“This isn’t the place to come see polished, finished pieces.”
Petr Kotík said that proudly on Saturday night at the wrap party for New Opera Days Ostrava, a four-night foray into the outer reaches of modern music. NODO is an outgrowth of Ostrava Days, a biennial gathering of composers, players, students and devotees of contemporary music that Kotik founded in 2001. Akin to its famous predecessor in Darmstadt, Ostrava Days offers two weeks of intensive workshops capped by nine days of performances that have a particularly powerful resonance in a hard-edged industrial city near the Czech-Polish border.
Opera became part of the mix when Jiří Nekvasil, a stage director and intendant of the National Moravian-Silesian Theatre in Ostrava, offered his facilities for performances in the festival’s off-years. The first NODO took place in 2012, opening with John Cage’s Europera 5, directed by Cage’s assistant Andrew Culver and featuring Martha Herr, the Brazilian soprano who sang the première of the piece in 1979. Even Kotík was surprised by the reception it got.
“The hall was full and the audience was so attentive you could hear a pin drop,” he says. “At the end, people stood up and cheered. It was astonishing.”
This year’s festival also opened with a finished professional piece, a co-production with the Schwetzinger SWR Festspiele titled Re:igen by Bernhard Lang, a regular at Ostrava Days. But the emphasis was on new and experimental pieces, some still works in progress. The results were uncommonly bold, wildly uneven and thoroughly entertaining.
The runaway hit of the other four pieces (three world premieres, one European premiere) was The List of Infinity, a “spoken opera” composed by Martin Smolka and directed by Jiří Adámek. The former is a well-known Czech composer whose work is marked by imagination and humor, and the latter a rising Czech stage director whose new form of “sonic theatre” has won awards at a number of theatre festivals. Taking a cue from Umberto Eco and his book The Infinity of Lists, they used four singers and a shifting soundscape to present a running string of lists, from simple ABCs to the names of angels, in settings ranging from psychedelic to starkly symbolic.

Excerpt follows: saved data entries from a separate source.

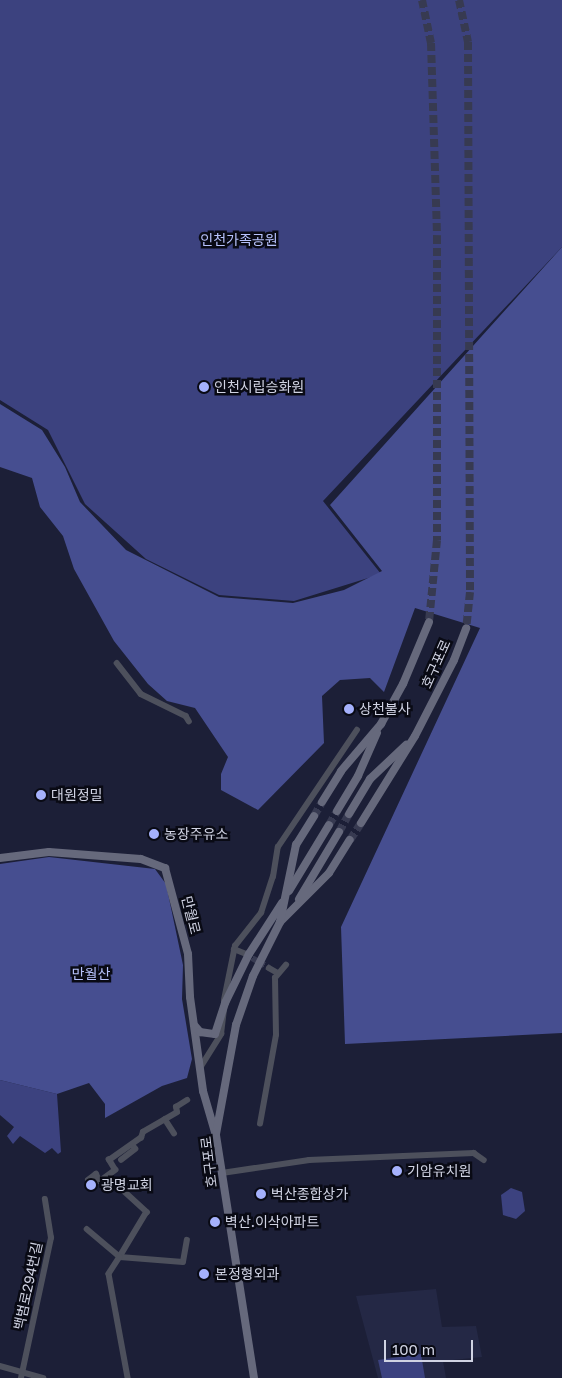 <!DOCTYPE html>
<html>
<head>
<meta charset="utf-8">
<style>
  body { margin:0 }
  #map { position:relative; width:562px; height:1378px; overflow:hidden; background:#1c1f37; font-family:"Golos Text","Noto Sans KR",sans-serif }
  div>[style] { position:absolute }
  [style*='--x'] { left:calc(var(--x)*1px); top:calc(var(--y)*1px); width:calc(var(--w)*1px); rotate:calc(var(--a)*1deg) }
  .built>* { inset:0; background:#242845 }
  .green>* { inset:0; background:#3c427f }
  .forest>* { inset:0; background:#464e90 }
  .street-tunnel>* { height:5.5px; margin-top:-2.75px; transform-origin:0; background:repeating-linear-gradient(90deg,#373a51 0 5.5px,transparent 0 8.5px) }
  .secondary-tunnel>* { height:8px; margin-top:-4px; transform-origin:0; background:repeating-linear-gradient(90deg,#373a51 0 8px,transparent 0 12px) }
  .street>* { height:5.5px; margin:-2.75px; padding:0 2.75px; transform-origin:2.75px; border-radius:2.75px; background:#4d505c }
  .secondary>* { height:8px; margin:-4px; padding:0 4px; transform-origin:4px; border-radius:4px; background:#66697c }
  .dots>* { width:14px; height:14px; translate:-50% -50%; box-sizing:border-box; border:2px solid #090a14; border-radius:50% }
  span { translate:-50% -50%; white-space:nowrap; text-align:center; line-height:1.15; -webkit-text-stroke:5px #090a14; paint-order:stroke }
  .park-label { font-size:14px; color:#b7c2fc }
  .poi-label { font-size:14px; color:#d0d3e3 }
  .left { translate:0 -50%; text-align:left }
  .street-label { font-size:14px; color:#d0d3e3 }
  .scale { position:absolute; left:384px; top:1340px; width:89px; height:22px; box-sizing:border-box; border:2px solid #d0d3e3; border-top:0; padding-left:6px; font-size:15px; line-height:18px; white-space:nowrap; color:#d0d3e3; -webkit-text-stroke:4px #090a14; paint-order:stroke }
</style>
</head>
<body>
<div id="map">
  <div class="built">
    <i style="clip-path:polygon(436px 1289px,442px 1327px,476px 1326px,482px 1357px,443px 1361px,446px 1378px,378px 1378px,356px 1296px)"></i>
  </div>
  <div class="green">
    <i style="clip-path:polygon(0 0,562px 0,562px 247px,323px 501px,381px 574px,294px 601px,219px 595px,146px 559px,85px 504px,48px 430px,0 400px)"></i>
    <i style="clip-path:polygon(0 1080px,57px 1094px,61px 1152px,58px 1154px,52px 1148px,45px 1153px,20px 1136px,13px 1144px,7px 1136px,14px 1127px,0 1115px)"></i>
    <i style="clip-path:polygon(511px 1188px,522px 1192px,525px 1211px,516px 1219px,503px 1215px,501px 1195px)"></i>
    <i style="clip-path:polygon(421px 1354px,425px 1378px,382px 1378px,378px 1360px)"></i>
  </div>
  <div class="forest">
    <i style="clip-path:polygon(562px 247px,562px 1033px,345px 1044px,341px 927px,480px 628px,415px 608px,384px 692px,370px 678px,340px 680px,322px 696px,324px 743px,258px 810px,221px 790px,221px 774px,228px 757px,195px 708px,167px 701px,148px 684px,114px 641px,74px 569px,63px 536px,40px 507px,32px 478px,0 467px,0 404px,42px 430px,65px 467px,80px 502px,126px 550px,219px 597px,293px 603px,344px 590px,382px 571px,330px 505px)"></i>
    <i style="clip-path:polygon(49px 857px,155px 869px,166px 884px,183px 965px,182px 999px,192px 1059px,187px 1078px,162px 1086px,105px 1118px,105px 1104px,89px 1083px,57px 1094px,0 1080px,0 864px)"></i>
  </div>
  <div class="street-tunnel">
    <i style="--x:245;--y:954;--w:28;--a:30"></i>
  </div>
  <div class="secondary-tunnel">
    <i style="--x:422;--y:0;--w:44;--a:78.2"></i>
    <i style="--x:431;--y:43;--w:193;--a:88.2"></i>
    <i style="--x:437;--y:236;--w:304;--a:90"></i>
    <i style="--x:437;--y:540;--w:82;--a:95.6"></i>
    <i style="--x:459;--y:0;--w:43;--a:77.9"></i>
    <i style="--x:468;--y:42;--w:550;--a:89.79"></i>
    <i style="--x:470;--y:592;--w:36;--a:96"></i>
    <i style="--x:314;--y:816;--w:16;--a:-60"></i>
    <i style="--x:329;--y:825;--w:16;--a:-60"></i>
    <i style="--x:339;--y:832;--w:21;--a:-61"></i>
    <i style="--x:350;--y:840;--w:20;--a:-57"></i>
  </div>
  <div class="street">
    <i style="--x:117;--y:663;--w:39;--a:52"></i>
    <i style="--x:141;--y:694;--w:50;--a:26.1"></i>
    <i style="--x:186;--y:716;--w:6;--a:59"></i>
    <i style="--x:234;--y:949;--w:11;--a:22"></i>
    <i style="--x:269;--y:968;--w:10;--a:29"></i>
    <i style="--x:224;--y:1000;--w:55;--a:-78.5"></i>
    <i style="--x:235;--y:946;--w:42;--a:-51.8"></i>
    <i style="--x:261;--y:913;--w:38;--a:-72"></i>
    <i style="--x:273;--y:877;--w:30;--a:-81"></i>
    <i style="--x:278;--y:847;--w:141;--a:-56"></i>
    <i style="--x:200;--y:1068;--w:40;--a:-58"></i>
    <i style="--x:221;--y:1034;--w:23;--a:-83"></i>
    <i style="--x:165;--y:1119;--w:17;--a:57"></i>
    <i style="--x:260;--y:1124;--w:90;--a:-79.8"></i>
    <i style="--x:276;--y:1035;--w:57;--a:-91"></i>
    <i style="--x:275;--y:978;--w:17;--a:-50"></i>
    <i style="--x:121;--y:1160;--w:18;--a:-38"></i>
    <i style="--x:135;--y:1149;--w:5;--a:-127"></i>
    <i style="--x:222;--y:1173;--w:88;--a:-8.5"></i>
    <i style="--x:309;--y:1160;--w:165;--a:-2.4"></i>
    <i style="--x:474;--y:1153;--w:12;--a:35"></i>
    <i style="--x:111;--y:1179;--w:49;--a:42.5"></i>
    <i style="--x:147;--y:1212;--w:52;--a:121"></i>
    <i style="--x:120;--y:1257;--w:63;--a:4.5"></i>
    <i style="--x:183;--y:1262;--w:22;--a:-80"></i>
    <i style="--x:88;--y:1180;--w:10;--a:-37"></i>
    <i style="--x:96;--y:1174;--w:8;--a:60"></i>
    <i style="--x:100;--y:1181;--w:19;--a:-36"></i>
    <i style="--x:115;--y:1170;--w:12;--a:-121"></i>
    <i style="--x:109;--y:1160;--w:39;--a:-35"></i>
    <i style="--x:141;--y:1138;--w:6;--a:-72"></i>
    <i style="--x:143;--y:1132;--w:39;--a:-30"></i>
    <i style="--x:177;--y:1112;--w:5;--a:-101"></i>
    <i style="--x:176;--y:1107;--w:13;--a:-32"></i>
    <i style="--x:87;--y:1229;--w:43;--a:40.3"></i>
    <i style="--x:120;--y:1257;--w:20;--a:123"></i>
    <i style="--x:109;--y:1274;--w:106;--a:79.6"></i>
    <i style="--x:0;--y:1366;--w:45;--a:15.6"></i>
    <i style="--x:21;--y:1378;--w:143;--a:-77.9"></i>
    <i style="--x:51;--y:1238;--w:39;--a:-99"></i>
  </div>
  <div class="secondary">
    <i style="--x:322;--y:802;--w:36;--a:-58"></i>
    <i style="--x:341;--y:771;--w:62;--a:-49.6"></i>
    <i style="--x:381;--y:724;--w:46;--a:-61.2"></i>
    <i style="--x:403;--y:684;--w:67;--a:-67.2"></i>
    <i style="--x:337;--y:811;--w:41;--a:-59"></i>
    <i style="--x:358;--y:776;--w:47;--a:-66.2"></i>
    <i style="--x:349;--y:814;--w:41;--a:-59"></i>
    <i style="--x:370;--y:779;--w:50;--a:-43.4"></i>
    <i style="--x:361;--y:823;--w:102;--a:-58.2"></i>
    <i style="--x:415;--y:736;--w:85;--a:-62.8"></i>
    <i style="--x:454;--y:660;--w:34;--a:-69"></i>
    <i style="--x:0;--y:858;--w:49;--a:-7"></i>
    <i style="--x:49;--y:852;--w:92;--a:4.4"></i>
    <i style="--x:141;--y:859;--w:26;--a:21"></i>
    <i style="--x:165;--y:868;--w:89;--a:75"></i>
    <i style="--x:188;--y:954;--w:43;--a:87.3"></i>
    <i style="--x:190;--y:997;--w:95;--a:82.1"></i>
    <i style="--x:203;--y:1091;--w:43;--a:73.7"></i>
    <i style="--x:289;--y:891;--w:77;--a:-58.8"></i>
    <i style="--x:299;--y:899;--w:78;--a:-59.2"></i>
    <i style="--x:280;--y:922;--w:69;--a:-45"></i>
    <i style="--x:329;--y:873;--w:39;--a:-58"></i>
    <i style="--x:195;--y:1026;--w:8;--a:50"></i>
    <i style="--x:200;--y:1032;--w:15;--a:8"></i>
    <i style="--x:215;--y:1034;--w:33;--a:-72"></i>
    <i style="--x:225;--y:1003;--w:55;--a:-63.9"></i>
    <i style="--x:249;--y:954;--w:61;--a:-57.1"></i>
    <i style="--x:254;--y:1378;--w:247;--a:-98.9"></i>
    <i style="--x:216;--y:1134;--w:111;--a:-79.6"></i>
    <i style="--x:236;--y:1025;--w:52;--a:-70.9"></i>
    <i style="--x:253;--y:976;--w:60;--a:-63.4"></i>
    <i style="--x:280;--y:922;--w:79;--a:-78.3"></i>
    <i style="--x:296;--y:845;--w:34;--a:-58"></i>
  </div>
  <div class="dots">
    <i style="left:204px;top:387px;background:#a5b1fc"></i>
    <i style="left:349px;top:709px;background:#a5b1fc"></i>
    <i style="left:41px;top:795px;background:#a5b1fc"></i>
    <i style="left:154px;top:834px;background:#a5b1fc"></i>
    <i style="left:397px;top:1171px;background:#a5b1fc"></i>
    <i style="left:91px;top:1185px;background:#a5b1fc"></i>
    <i style="left:261px;top:1194px;background:#a5b1fc"></i>
    <i style="left:215px;top:1222px;background:#a5b1fc"></i>
    <i style="left:204px;top:1274px;background:#a5b1fc"></i>
  </div>
  <div class="park-label">
    <span style="left:239px;top:240px">인천가족공원</span>
    <span style="left:91px;top:974px">만월산</span>
  </div>
  <div class="poi-label">
    <span class="left" style="left:214px;top:387px">인천시립승화원</span>
    <span class="left" style="left:359px;top:709px">상천불사</span>
    <span class="left" style="left:51px;top:795px">대원정밀</span>
    <span class="left" style="left:164px;top:834px">농장주유소</span>
    <span class="left" style="left:407px;top:1171px">기암유치원</span>
    <span class="left" style="left:101px;top:1185px">광명교회</span>
    <span class="left" style="left:271px;top:1194px">벅산종합상가</span>
    <span class="left" style="left:225px;top:1222px">벽산.이삭아파트</span>
    <span class="left" style="left:215px;top:1274px">본정형외과</span>
  </div>
  <div class="street-label">
    <span style="left:436px;top:664px;rotate:-66deg">호구포로</span>
    <span style="left:191px;top:915px;rotate:76deg">만월로</span>
    <span style="left:209px;top:1162px;rotate:-97deg">호구포로</span>
    <span style="left:28px;top:1286px;rotate:-78deg">백범로294번길</span>
  </div>
  <div class="scale">100 m</div>
</div>
</body>
</html>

The recitation, some spoken, some whispered, some pitched in a musical key, started with rapid-fire precision and took on a dazzling variety of contours and intonations over the 70-minute performance. Coupled with Smolka’s music, which began in a neo-classical vein and then ran the gamut from minimalist atmospherics to industrial clanging, the effect was mesmerizing. Countertenor Jan Mikušek appeared midway through, a cryptic character in a white tuxedo who added crystalline high notes and dark dramatic undercurrents – the X factor in an ultimately unknowable universe. Infinity seemed almost palpable as his final cry faded into the cosmic vortex created by a brilliant synthesis of music, text and staging.
Kotík’s Master-Pieces offered a less successful example of how to handle large blocks of text – in this case, a lecture on the nature of art by Gertrude Stein. Soprano Kamala Sankaram did an heroic job segueing back and forth from spoken word to demanding vocals, and a trio of male singers offered welcome counterpoint. But a philosophical monologue proved hard to bring to life – at a discussion afterward, director David Rau talked about struggling to find “where the theatrical energy could come from in the text.” Kotík’s penetrating score of mostly solo violin played by the eloquent Pauline Kim Harris provided a somber atmosphere, musically engrossing in its evocation of the joys and pain of the artistic process.